Thinking Future Business
Normally, Peterson works as a solo artist but also occasionally performs live with other bands. When he releases songs on Spotify, he often collaborates with Sam Licari and Dave Hanson — Hanson is also one of his on-stage co-performers — on drums and bass. Peterson counts himself fortunate to have such partners. The biggest challenge, he suggested, is coordinating times to work together.
Peterson said he is still learning the business aspect of the music profession. Lately he has been following Ed Sheeran as Sheeran relates accomplishing his own goals. He said that he’s becoming aware that the business of music is just as important as having the right band members or collaborating with the right band.
Among the many artists Peterson looks up to one that stands out is Mod Sun (Movement on Dreams Stand Under None), a rapper admired for self-sustainability.
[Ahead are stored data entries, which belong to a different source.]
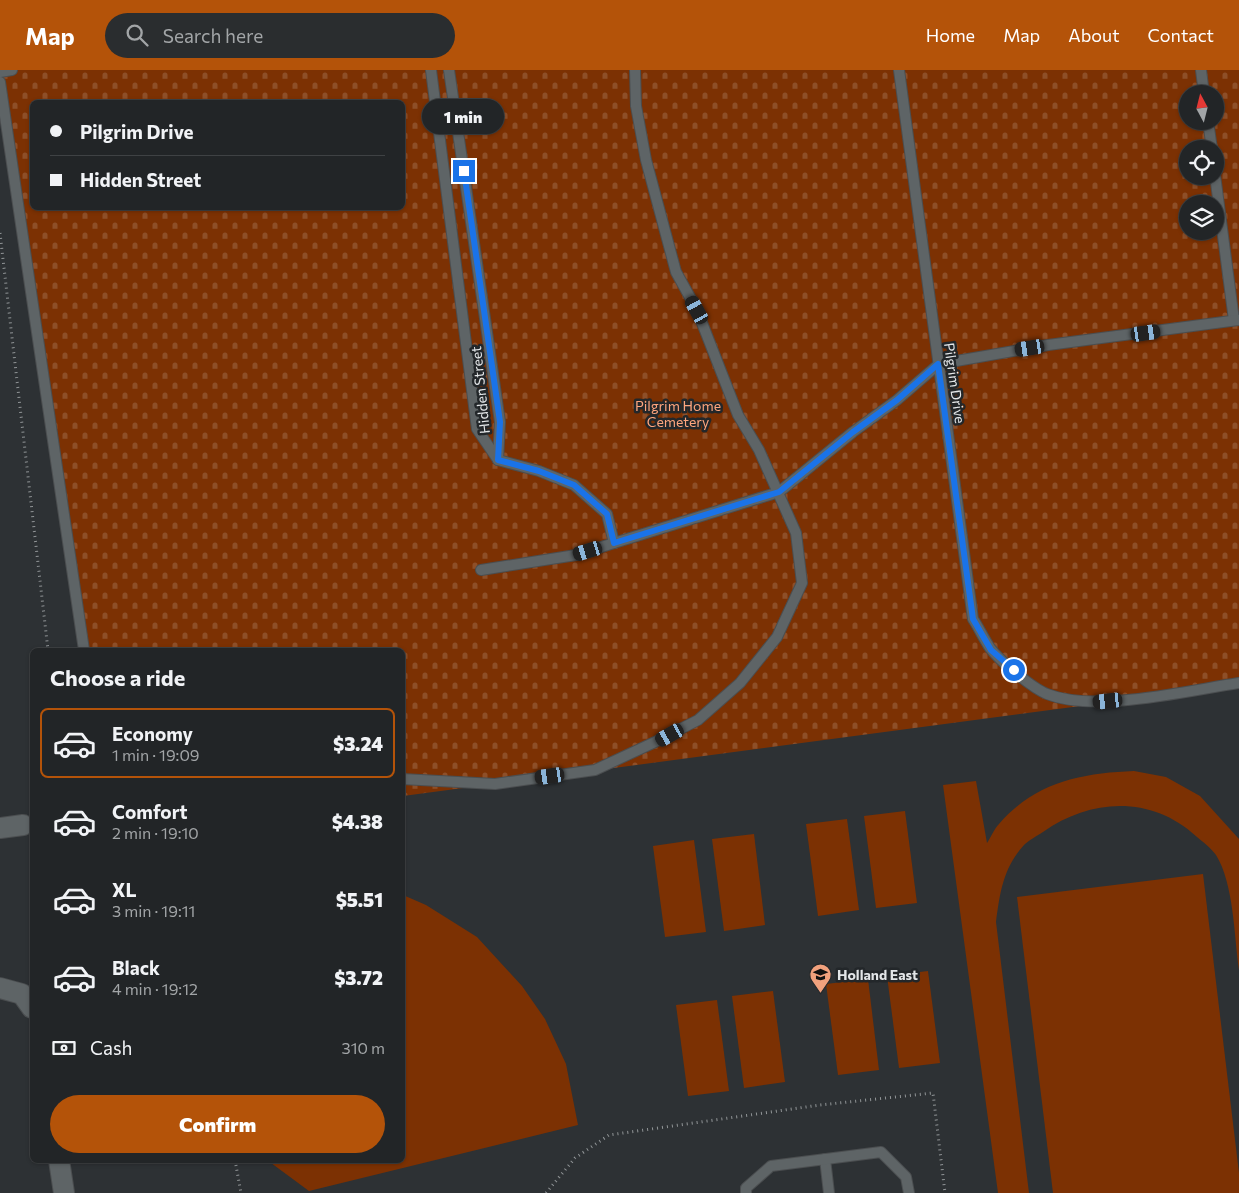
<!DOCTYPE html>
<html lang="en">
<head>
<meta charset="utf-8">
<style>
	:root { --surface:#222527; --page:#2a2d2f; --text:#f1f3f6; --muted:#a2a5a7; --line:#3f4244; --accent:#b45309 }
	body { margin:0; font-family:Commissioner,sans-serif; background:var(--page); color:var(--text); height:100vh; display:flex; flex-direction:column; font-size:19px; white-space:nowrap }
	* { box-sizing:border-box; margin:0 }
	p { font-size:16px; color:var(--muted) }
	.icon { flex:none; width:28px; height:28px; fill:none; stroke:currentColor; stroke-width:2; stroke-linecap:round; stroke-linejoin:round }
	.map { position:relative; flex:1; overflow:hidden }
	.sheet { position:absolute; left:30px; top:578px; width:375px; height:515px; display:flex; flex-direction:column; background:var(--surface); border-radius:8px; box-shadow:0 1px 4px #0004,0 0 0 1px var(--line) }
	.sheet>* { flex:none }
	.top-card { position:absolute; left:30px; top:30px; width:375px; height:110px; border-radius:8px; box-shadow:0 1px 4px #0004,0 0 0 1px var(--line); display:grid; align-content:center; height:110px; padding:0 20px; background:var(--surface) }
	.needle { width:32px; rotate:353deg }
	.controls { position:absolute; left:1179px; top:15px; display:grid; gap:10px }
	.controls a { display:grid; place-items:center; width:45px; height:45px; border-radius:50%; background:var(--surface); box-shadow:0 1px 4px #0004,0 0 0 1px var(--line); font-size:25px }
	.end { position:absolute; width:22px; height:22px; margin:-11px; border:6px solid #1a73e8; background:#fff; box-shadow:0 0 0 2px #fff }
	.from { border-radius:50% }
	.bubble { position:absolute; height:35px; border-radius:18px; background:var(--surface); box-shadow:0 1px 4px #0004,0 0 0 1px var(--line); font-size:16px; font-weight:800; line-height:35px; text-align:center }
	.car { position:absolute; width:15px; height:30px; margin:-15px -8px; border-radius:6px; box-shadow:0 0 4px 1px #0007; background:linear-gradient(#222 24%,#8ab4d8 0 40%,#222 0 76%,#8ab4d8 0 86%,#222 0) }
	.top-card b { display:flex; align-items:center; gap:18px; height:48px; font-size:19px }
	.top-card b+b { border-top:1px solid var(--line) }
	.top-card i { width:12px; height:12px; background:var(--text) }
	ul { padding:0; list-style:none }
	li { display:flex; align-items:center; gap:15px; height:70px; margin:0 10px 8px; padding:0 10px; border:2px solid transparent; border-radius:8px }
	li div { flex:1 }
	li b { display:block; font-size:19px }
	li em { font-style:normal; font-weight:800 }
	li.current { border-color:var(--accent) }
	li>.icon { width:45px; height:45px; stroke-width:1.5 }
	h2 { padding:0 20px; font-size:22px; line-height:60px }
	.pay { display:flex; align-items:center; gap:12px; height:55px; padding:0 20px; font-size:19px }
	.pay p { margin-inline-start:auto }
	.primary-button { display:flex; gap:10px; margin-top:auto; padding:10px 20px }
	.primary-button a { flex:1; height:58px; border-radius:30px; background:var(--accent); color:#fff; font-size:20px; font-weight:800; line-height:58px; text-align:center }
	header { display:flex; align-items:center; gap:30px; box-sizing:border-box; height:70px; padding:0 25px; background:var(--accent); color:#fff }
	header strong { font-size:24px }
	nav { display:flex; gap:28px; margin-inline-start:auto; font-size:18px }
	.search { width:350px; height:45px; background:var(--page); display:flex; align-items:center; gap:12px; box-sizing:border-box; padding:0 18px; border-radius:28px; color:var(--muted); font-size:19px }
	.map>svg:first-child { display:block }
</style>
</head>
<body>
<header>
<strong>Map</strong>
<div class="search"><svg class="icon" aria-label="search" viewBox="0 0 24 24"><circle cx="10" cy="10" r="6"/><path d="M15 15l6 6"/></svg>Search here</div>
<nav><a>Home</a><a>Map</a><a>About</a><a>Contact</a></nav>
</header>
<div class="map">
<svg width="1239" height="1123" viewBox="0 0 1239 1123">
	<defs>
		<pattern id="cemetery-stones" width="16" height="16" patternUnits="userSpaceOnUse" patternTransform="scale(1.25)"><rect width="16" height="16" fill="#7c3103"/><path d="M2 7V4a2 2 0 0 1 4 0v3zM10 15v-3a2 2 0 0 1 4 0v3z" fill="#8e4f28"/></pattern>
	</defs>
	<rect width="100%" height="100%" fill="#2d3134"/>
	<!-- cemetery -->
	<path fill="url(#cemetery-stones)" fill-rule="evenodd" d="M0 0H1239V615L403 726 402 580H79L0 20ZM1188 24H1215V51H1188ZM32 32H402V138H32ZM1188 79H1215V106H1188ZM1188 134H1215V161H1188Z"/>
	<!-- pitch -->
	<g fill="#7c3103">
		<path d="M1134 701 1166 707 1200 726 1239 769V900C1234 866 1234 814 1216 785 1211 778 1203 772 1197 767 1152 725 1091 728 1043 762 1037 766 1029 770 1024 775 1003 798 1000 823 996 852L1029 1123H998L943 715 976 711 987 773C991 767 994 759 999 754 1035 712 1082 703 1134 701Z"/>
		<path d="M905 741 917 833 876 838 864 746Z"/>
		<path d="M847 749 859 840 818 846 806 754Z"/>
		<path d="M754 764 765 855 724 861 712 769Z"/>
		<path d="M694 770 706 862 665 867 653 776Z"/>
		<path d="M1203 804 1239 1103V1123H1053L1017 827Z"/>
		<path d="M403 825 426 835 477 867 522 916 545 949 566 994 578 1055 309 1121 267 1090H402Z"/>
		<path d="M928 901 940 993 899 998 887 906Z"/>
		<path d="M868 909 879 1000 838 1005 826 914Z"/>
		<path d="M773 921 785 1012 744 1018 732 926Z"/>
		<path d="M717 930 729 1021 688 1026 676 935Z"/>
	</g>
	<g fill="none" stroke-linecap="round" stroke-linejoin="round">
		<defs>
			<g id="service">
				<path d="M431 0 477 359 498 390"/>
				<path d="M449 0 500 352 498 390"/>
				<path d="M899 0 973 549C979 558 984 569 990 578 1000 591 1032 618 1047 624 1096 643 1186 621 1239 613"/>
				<path d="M1201 0 1204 24"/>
				<path d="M0 2 12 0"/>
				<path d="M0 12 84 580"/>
				<path d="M1208 51 1212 79"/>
				<path d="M1215 105 1234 250"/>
				<path d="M498 390 539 401 574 415 607 444 614 473 779 422 853 362 897 330 939 294 1048 275 1239 250"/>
				<path d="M481 500 576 485 614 473"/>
				<path d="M402 709 495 714 595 700 655 672 698 650 740 613 777 567 802 513 796 463 759 380 738 345 697 240 676 202 646 90 636 36 635 0"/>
				<path d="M825 1089 829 1123"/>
				<path d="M746 1123V1118L771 1096 881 1082 906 1107 909 1123"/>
			</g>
			<g id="minor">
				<path d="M0 758 23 755"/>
				<path d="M0 918 22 924 32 938"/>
				<path d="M59 1090 64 1123"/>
			</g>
		</defs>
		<!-- service casing -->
		<use href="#service" stroke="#4b4e50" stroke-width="12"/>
		<!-- minor casing -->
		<use href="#minor" stroke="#4b4e50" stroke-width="22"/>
		<!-- path -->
		<g stroke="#919597" stroke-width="3" stroke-dasharray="1 4" stroke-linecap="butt">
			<path d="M0 163 48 580"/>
			<path d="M235 1090 241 1123"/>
			<path d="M546 1123 575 1088 609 1065 820 1035 933 1023 945 1123"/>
		</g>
		<!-- service -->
		<use href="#service" stroke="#5e6466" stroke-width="10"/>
		<!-- minor -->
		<use href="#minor" stroke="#5e6466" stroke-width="20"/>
	</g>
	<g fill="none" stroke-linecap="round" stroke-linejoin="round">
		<!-- route -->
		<path stroke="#1a73e8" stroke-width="6" d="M464 101 500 352 498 390 539 401 574 415 607 444 614 473 779 422 853 362 897 330 938 294 973 549 991 580 1014 600"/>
	</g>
	<!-- icons -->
	<defs>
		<symbol id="school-pin" viewBox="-11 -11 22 30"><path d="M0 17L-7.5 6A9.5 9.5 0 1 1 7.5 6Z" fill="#f1a17d" stroke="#23272a"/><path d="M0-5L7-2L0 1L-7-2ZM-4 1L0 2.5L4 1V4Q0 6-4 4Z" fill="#111"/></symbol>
	</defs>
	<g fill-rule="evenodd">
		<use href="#school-pin" x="808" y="892" width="25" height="34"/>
	</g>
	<g text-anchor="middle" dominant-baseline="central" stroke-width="5" stroke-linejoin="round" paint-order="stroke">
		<!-- street labels -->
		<g font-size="14" fill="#e3e6e8" stroke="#23272a">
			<text transform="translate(955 313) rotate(82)">Pilgrim Drive</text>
			<text transform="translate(480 320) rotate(-96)">Hidden Street</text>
		</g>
		<!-- park labels -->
		<g font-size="14" fill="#ffa67e" stroke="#23272a">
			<text x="678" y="335">Pilgrim Home<tspan x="678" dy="16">Cemetery</tspan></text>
		</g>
		<!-- poi labels -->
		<g font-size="14" font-weight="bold" fill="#e3e6e8" stroke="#23272a" text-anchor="start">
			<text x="837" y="904">Holland East</text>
		</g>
	</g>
</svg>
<div class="controls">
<a><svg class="needle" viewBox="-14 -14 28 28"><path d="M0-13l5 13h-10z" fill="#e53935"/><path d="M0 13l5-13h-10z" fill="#a2a5a7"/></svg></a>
<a><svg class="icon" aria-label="locate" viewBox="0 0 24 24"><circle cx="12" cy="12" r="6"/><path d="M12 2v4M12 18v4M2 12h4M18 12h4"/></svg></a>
<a><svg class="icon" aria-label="layers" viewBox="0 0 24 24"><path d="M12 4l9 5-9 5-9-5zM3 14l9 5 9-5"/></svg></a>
</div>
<i class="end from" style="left:1014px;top:600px"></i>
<i class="end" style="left:464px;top:101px"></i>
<div class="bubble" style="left:422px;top:29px;width:82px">1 min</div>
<i class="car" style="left:697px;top:240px;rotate:331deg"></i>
<i class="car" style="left:1146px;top:263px;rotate:82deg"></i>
<i class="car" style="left:1030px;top:278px;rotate:261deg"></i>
<i class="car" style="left:588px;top:481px;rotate:253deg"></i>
<i class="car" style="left:1108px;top:631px;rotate:264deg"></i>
<i class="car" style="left:670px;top:665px;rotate:241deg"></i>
<i class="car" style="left:550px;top:706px;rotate:262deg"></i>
<div class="top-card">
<b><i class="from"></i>Pilgrim Drive</b>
<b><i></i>Hidden Street</b>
</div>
<section class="sheet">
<h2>Choose a ride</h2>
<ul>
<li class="current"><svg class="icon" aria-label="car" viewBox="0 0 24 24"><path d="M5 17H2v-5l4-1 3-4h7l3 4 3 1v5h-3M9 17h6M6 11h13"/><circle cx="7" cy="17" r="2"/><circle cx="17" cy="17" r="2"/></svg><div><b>Economy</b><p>1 min · 19:09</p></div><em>$3.24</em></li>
<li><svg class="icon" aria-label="car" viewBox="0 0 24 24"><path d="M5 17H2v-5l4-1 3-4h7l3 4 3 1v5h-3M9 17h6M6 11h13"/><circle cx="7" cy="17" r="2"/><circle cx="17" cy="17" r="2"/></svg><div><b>Comfort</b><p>2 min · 19:10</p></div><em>$4.38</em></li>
<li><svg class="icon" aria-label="car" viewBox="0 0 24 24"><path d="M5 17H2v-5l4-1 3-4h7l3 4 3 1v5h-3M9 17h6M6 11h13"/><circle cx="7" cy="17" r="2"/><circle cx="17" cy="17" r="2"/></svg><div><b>XL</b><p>3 min · 19:11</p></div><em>$5.51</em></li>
<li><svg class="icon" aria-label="car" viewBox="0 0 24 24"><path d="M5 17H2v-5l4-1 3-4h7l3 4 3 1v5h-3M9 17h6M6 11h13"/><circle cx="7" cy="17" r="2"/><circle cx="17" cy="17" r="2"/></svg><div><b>Black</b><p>4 min · 19:12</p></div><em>$3.72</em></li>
</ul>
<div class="pay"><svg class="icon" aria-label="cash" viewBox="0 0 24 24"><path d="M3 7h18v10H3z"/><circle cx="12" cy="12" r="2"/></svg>Cash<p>310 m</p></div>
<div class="primary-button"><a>Confirm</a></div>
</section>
</div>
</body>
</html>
Although Mod Sun is significantly different than his own style, Peterson respects him for the personality he brings to his music. “His personality is the best you can get. He’s super positive and super amazing. His energy … and being around him makes you feel good about life.”
Recently Peterson released a song called “Streets of Venice,” about his time in Venice in late 2018 after having recently lived in Santa Monica. The song is about learning to let go of a relationship he had while in Santa Monica that he says, “wasn’t meant to be.”
In five years, Peterson sees himself living in southern California in a house that he is renting out with friends. The details depend on many factors, but most of all, he sees himself thriving. “Thriving financially and living away from my parents 100% and giving back to my parents when I can,” he said. “Hopefully settled down with the person I’m in a relationship with.”